Introduction

Scalability and high availability are the must-have features for web applications. Amazon Web Services(AWS) provides various tools and services that can be used to create highly-scalable and available applications. In this tutorial, we’ll learn how to create a highly-scalable, highly-available web application using Amazon Auto Scaling.

What is Amazon Auto Scaling?

Amazon Auto Scaling is a service that allows you to automatically adjust the number of instances in your Amazon EC2 Auto Scaling group based on the criteria that you define. Auto Scaling enables you to maintain application availability and allows you to scale your Amazon EC2 capacity up or down automatically according to conditions like the fluctuations in traffic.
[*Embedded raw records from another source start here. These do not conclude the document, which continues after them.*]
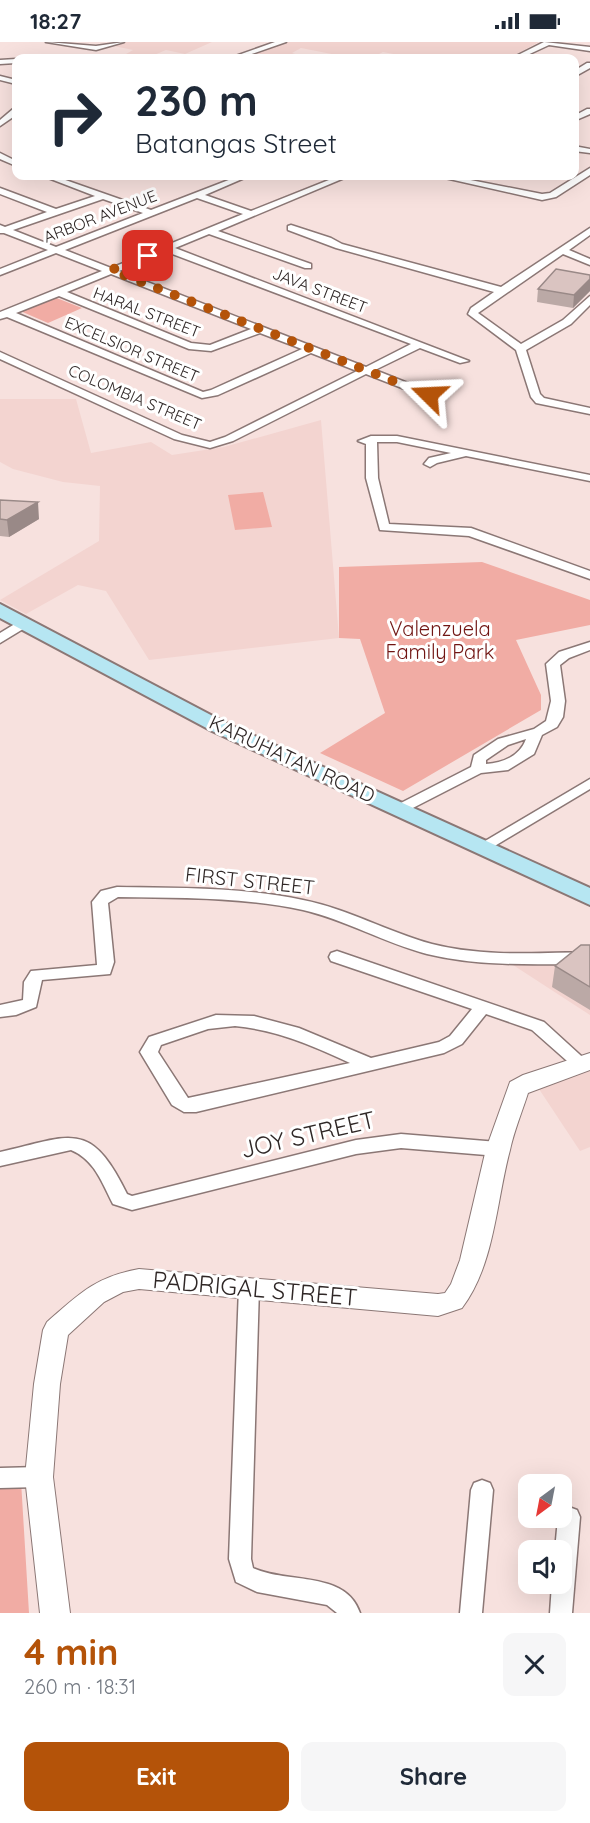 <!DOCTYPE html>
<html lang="en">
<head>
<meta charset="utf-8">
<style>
	body { margin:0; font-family:Quicksand,sans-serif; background:#f6f6f7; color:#1f2937; height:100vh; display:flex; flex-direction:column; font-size:22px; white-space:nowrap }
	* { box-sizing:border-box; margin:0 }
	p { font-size:20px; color:#747a83 }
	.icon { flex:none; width:33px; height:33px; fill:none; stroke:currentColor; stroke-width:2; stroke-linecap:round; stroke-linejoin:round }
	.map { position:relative; height:1571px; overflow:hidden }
	.panel { display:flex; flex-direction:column; background:#fff; flex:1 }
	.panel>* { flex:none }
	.banner { position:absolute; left:12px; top:12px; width:567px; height:126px; border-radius:12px; box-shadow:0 6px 24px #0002; background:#fff; color:#1f2937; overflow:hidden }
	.needle { width:39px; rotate:212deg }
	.controls { position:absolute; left:518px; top:1432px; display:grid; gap:12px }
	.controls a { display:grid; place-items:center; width:54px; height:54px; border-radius:12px; background:#fff; box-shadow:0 6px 24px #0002; font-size:30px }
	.pin { position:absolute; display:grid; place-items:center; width:51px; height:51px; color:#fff; margin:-26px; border-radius:12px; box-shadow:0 3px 9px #0006 }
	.me { position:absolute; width:66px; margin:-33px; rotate:291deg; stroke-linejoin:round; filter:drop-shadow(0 0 4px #0008) }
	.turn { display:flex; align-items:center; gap:21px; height:126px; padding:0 24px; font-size:27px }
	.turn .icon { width:78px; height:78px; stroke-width:2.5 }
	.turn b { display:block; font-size:42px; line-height:51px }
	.round { display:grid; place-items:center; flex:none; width:63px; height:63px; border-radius:12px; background:#f6f6f7 }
	.head { display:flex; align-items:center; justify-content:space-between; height:102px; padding:0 24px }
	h1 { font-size:36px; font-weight:700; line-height:45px; color:#b45309 }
	.primary-button { display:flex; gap:12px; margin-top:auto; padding:12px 24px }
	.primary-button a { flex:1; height:69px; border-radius:12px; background:#b45309; color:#fff; font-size:24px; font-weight:700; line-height:69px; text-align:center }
	.primary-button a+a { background:#f6f6f7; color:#1f2937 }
	.status { display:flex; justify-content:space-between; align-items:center; height:42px; padding:0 30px; background:#fff; direction:ltr }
	.status svg { height:16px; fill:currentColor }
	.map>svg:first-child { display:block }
	.built { fill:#f3d4d0 }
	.green { fill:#f1aca4 }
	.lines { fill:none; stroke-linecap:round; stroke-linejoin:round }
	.minor-casing { stroke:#8b7775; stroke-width:3 }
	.tertiary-casing { stroke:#8b7775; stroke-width:2 }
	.secondary-casing { stroke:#8b7775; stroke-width:4 }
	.minor { fill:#fff; fill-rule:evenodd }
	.tertiary { fill:#fff; fill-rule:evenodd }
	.secondary { fill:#b6e6f2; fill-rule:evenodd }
	.wall { fill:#bba9a6 }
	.shaded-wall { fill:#998987 }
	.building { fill:#dac4c1; stroke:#998987; stroke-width:1.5 }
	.route { stroke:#b45309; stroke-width:10; stroke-dasharray:0 18 }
	.labels { text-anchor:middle; stroke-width:6; stroke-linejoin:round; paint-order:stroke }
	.far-street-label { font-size:16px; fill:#2f2726; stroke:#fff }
	.park-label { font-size:20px; fill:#711513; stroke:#fff }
	.street-label { font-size:20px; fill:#2f2726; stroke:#fff }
	.near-street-label { font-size:24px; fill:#2f2726; stroke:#fff }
</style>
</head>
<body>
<div class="status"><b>18:27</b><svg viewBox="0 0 49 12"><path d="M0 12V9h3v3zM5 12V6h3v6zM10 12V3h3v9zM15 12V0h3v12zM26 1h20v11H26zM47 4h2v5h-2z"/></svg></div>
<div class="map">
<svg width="590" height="1571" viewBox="0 0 590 1571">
	<rect width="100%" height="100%" fill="#f7e1de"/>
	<path class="built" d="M124,0H212L185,12L166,8L147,16L126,12L133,8L114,4Z
		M284,0H539L509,16H414L383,10L371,16H352L301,6L292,11L308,16H257L248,14Z
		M0,357H76L91,411L151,400L172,413L224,405L321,378L339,596L149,618L106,549L78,543L26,572L0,558L99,499L100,444L63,440L13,427L0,420Z
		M582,917L590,918V973L513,923Z
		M590,1026V1105L580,1109L537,1044Z"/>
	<path class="green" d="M54,255L82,266L48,281L18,268Z
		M263,450L272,485L235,488L228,453Z
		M482,520L590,558V583L516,598L541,653V668L403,749L320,711L385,671L360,597L339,596V525Z
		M21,1439L29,1571H0V1441Z"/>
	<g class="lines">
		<defs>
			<path id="minor" d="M46,0L96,4L124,0L96,8Z
				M275,0H286L240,16H230Z
				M544,0L590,5V9L549,3L521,16H512Z
				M16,17V21L0,22V18Z
				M587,21H590V26L574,35V29Z
				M0,34L16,38V42L0,38Z
				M13,67H16V73L0,84V78Z
				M587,67H590V72L574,79V74Z
				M574,104L590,107V111L574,109Z
				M0,111L16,119V124L0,117Z
				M590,126V133L556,155L542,158L436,134H450L542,152L550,151Z
				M43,134H54L151,168L239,134H249L205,153L251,169L339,134H349L218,189L311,222V226H305L209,192L175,206L469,319L460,321L420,306L375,328L433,351V355H425L366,332L233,399L210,406L174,397L0,317V310L182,393L210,400L225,395L357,329L311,311L218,353L202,356L7,275L0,277V270L102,229L56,211L0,233V227L48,208L4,191H0V183L5,185L47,170L0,152V146L56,167L95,154ZM197,156L243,172L111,226L65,208ZM103,157L143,171L56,205L13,188ZM167,210L411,302L366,325L119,229ZM111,232L251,287L210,303L191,301L67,250ZM59,254L189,307L211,309L260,291L302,307L211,348L203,350L16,271Z
				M291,183L331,196L342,202L501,245L590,186V193L569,208L590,217V223L563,212L478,271L521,302L563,278L590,254V263L571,282L526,308L540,352L544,356L590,366V372L536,361L531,355L516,308L468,272L471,266L494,250L336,206L288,188V184Z
				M371,394H397L590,433V439L466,414L437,421L430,425L424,422L429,416L451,411L397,400H377L378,436L389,482L471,486L590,529V537L469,494L380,488L366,436V402L358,399Z
				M23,577L29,581L28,584L0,601V591Z
				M590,600V608L569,616L560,623L565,659L563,675L557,685L542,693L534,712L508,728L481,731L405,770H395L393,767L395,764L471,725L474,713L498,697L534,687L546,679L551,659L546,622L559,610ZM526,697C520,714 503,721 486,722V718L508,703Z
				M590,737V747L488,808L483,810L475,805Z
				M117,845C179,846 242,845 303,858C348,867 388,890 432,902C483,915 537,911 590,910V922C535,922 481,925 427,912C385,901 346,878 303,868C242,855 179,856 118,855L108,861L114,920L110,932L42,938L36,965L16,973L0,975V963L23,958L24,940L31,929L97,923L92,860L101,849Z
				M337,909L544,980L590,1022L587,1026L581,1028L575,1026L532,988L486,972L462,1002L444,1011L196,1070H184L172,1063L140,1010L149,995L216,973L254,974L299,986L371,1016L439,1000L450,994L472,967L331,919L329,915L331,911ZM235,984C276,988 312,1003 350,1021L188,1056L158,1010L161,1003L208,987Z
				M401,1092L498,1100L504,1102L507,1107L504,1112L498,1114L401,1106L356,1112L132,1168L113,1162C102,1141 95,1118 71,1108L0,1124V1110C71,1094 90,1076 127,1152L132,1154L356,1098Z
				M249,1237L256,1239L259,1245L251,1517L253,1526C287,1542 346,1528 360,1571H337L327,1563L257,1550L236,1540L229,1517L239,1245L242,1239Z
				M39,1425L47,1428L50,1435L47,1442L39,1445L0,1446V1426Z
				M482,1438L490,1441L493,1448L482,1571H460L471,1448L474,1441Z
				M569,1465L577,1468L580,1475L572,1571H550L552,1542H561V1509H555L558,1476H561V1468Z"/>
			<path id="tertiary" d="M590,1011V1028L528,1051C522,1070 514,1089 510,1108C496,1160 495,1222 462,1266L438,1274L139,1247L123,1250L104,1260L68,1293L60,1342L53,1435L70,1571H40L25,1435L34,1342L43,1288L47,1280C79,1252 95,1235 139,1227L438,1252L445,1251L451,1242L460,1218L486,1107L510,1040L523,1033Z"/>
			<path id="secondary" d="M0,562L226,681L590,846V863L212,689L0,576Z"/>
		</defs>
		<use href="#minor" class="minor-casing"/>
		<use href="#tertiary" class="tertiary-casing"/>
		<use href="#secondary" class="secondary-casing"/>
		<use href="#minor" class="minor"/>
		<use href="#tertiary" class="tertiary"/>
		<use href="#secondary" class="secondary"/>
	</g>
	<path class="wall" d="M590,233V249L573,266L537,260L538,247Z
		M0,458L39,477L9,495L0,494Z
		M590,903V968L552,945L555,924Z"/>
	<path class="shaded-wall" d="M590,237V249L573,266L574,253Z
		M38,460L39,477L9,495L7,478Z"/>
	<path class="building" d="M556,227L590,233V237L574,253L538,247Z
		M0,458L38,460L7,478L0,477Z
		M581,903H590V945L555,924Z"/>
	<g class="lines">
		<path class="route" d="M148,214L111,228L429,353"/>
	</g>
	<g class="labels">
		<g class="far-street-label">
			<text transform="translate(100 174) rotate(-21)" y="6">ARBOR AVENUE</text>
			<text transform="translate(320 248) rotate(21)" y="6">JAVA STREET</text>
			<text transform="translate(147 270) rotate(21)" y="6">HARAL STREET</text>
			<text transform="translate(132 307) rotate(23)" y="6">EXCELSIOR STREET</text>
			<text transform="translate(135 355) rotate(23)" y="6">COLOMBIA STREET</text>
		</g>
		<g class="park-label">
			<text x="440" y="594">Valenzuela<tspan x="440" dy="23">Family Park</tspan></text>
		</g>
		<g class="street-label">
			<text transform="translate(292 717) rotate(25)" y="7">KARUHATAN ROAD</text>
			<text transform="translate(250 839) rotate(6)" y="7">FIRST STREET</text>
		</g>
		<g class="near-street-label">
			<text transform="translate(308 1093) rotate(-13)" y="8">JOY STREET</text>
			<text transform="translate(255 1247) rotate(5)" y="8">PADRIGAL STREET</text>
		</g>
	</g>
</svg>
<div class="controls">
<a><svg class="needle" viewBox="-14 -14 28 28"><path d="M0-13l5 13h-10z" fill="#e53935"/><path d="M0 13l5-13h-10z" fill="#747a83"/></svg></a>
<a><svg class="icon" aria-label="sound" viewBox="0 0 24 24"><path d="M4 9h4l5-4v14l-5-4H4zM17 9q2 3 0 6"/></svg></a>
</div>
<div class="pin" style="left:148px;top:214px;background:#d93025"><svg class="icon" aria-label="arrive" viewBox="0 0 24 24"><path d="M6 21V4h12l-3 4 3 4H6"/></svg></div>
<svg class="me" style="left:429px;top:353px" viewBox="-20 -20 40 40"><path d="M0-17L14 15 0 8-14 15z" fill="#b45309" stroke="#fff" stroke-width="4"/></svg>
<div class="banner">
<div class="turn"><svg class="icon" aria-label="right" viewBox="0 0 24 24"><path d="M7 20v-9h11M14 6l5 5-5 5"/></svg><div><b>230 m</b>Batangas Street</div></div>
</div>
</div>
<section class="panel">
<div class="head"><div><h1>4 min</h1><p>260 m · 18:31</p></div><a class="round"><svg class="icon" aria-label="close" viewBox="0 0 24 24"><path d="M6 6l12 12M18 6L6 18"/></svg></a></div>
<div class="primary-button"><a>Exit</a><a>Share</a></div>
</section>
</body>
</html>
Amazon Auto Scaling uses a variety of criteria to adjust the number of instances in your Amazon EC2 Auto Scaling group, such as the average CPU utilisation, memory utilisation, and network traffic. Based on these parameters, Amazon Autoscaling can scale your application horizontally by launching new instances, and vertically by increasing the available capacity of the existing instances.

Prerequisites

Before starting the tutorial, make sure you have:

An AWS account
Familiarity with Amazon EC2 and Auto Scaling
Familiarity with Amazon Simple Storage Service (S3)
A web application that has been deployed to an Amazon EC2 instance
A load balancer that distributes incoming traffic to the Amazon EC2 instances

Step 1: Create an Amazon Machine Image (AMI)

An Amazon Machine Image (AMI) is a pre-configured virtual machine image used to create EC2 instances. In this step, we’ll create an AMI of the EC2 instance that contains the application we want to scale.

Open the Amazon EC2 console.
Select EC2 instances from the navigation bar on the left and select an instance that has the application we want to scale.
Once you have the correct instance selected, right-click and select Create Image.
In the Create Image dialog box, enter a unique name and description for the image, and then select Create Image.
Once the image is created successfully, it will be listed in the AMIs tab of EC2 console.

Step 2: Create an Auto Scaling Group

In this step, we’ll create an Auto Scaling group that will launch instances based on the AMI we just created.

Open the Amazon EC2 console.
Select the Auto Scaling groups from the navigation bar on the left and select Create an Auto Scaling group.
In the Create Auto Scaling group dialog box, provide the necessary details such as the name of the group, the launch configuration and the subnet in which the group will be created.
Under the Advanced options, set the minimum, maximum, and desired size for the group. This will define the number of instances that will be launched and the capacity of the group.
For the health check type, select EC2 and set the grace period as required.
Once the configuration is complete, select Create Auto Scaling group.
After creation, the Auto Scaling group will be listed in the Auto Scaling groups tab.

Step 3: Create a Launch Configuration

A launch configuration is a blueprint that describes the instance you want to launch. In this step, we’ll create a launch configuration with the AMI we created in step 1.

Open the Amazon EC2 console.
Select the Launch Configurations from the navigation bar on the left and select Create launch configuration.
In the Create launch configuration dialog box, select the AMI we created in step 1.
Choose the instance type, which will determine the hardware specifications of the instances.
In the Configure Details step, provide a unique name, description and specify the key pair, security groups, and user data as required.
Review and select Create launch configuration.
Finally, we need to specify the launch configuration in the Auto Scaling Group we created in step 2.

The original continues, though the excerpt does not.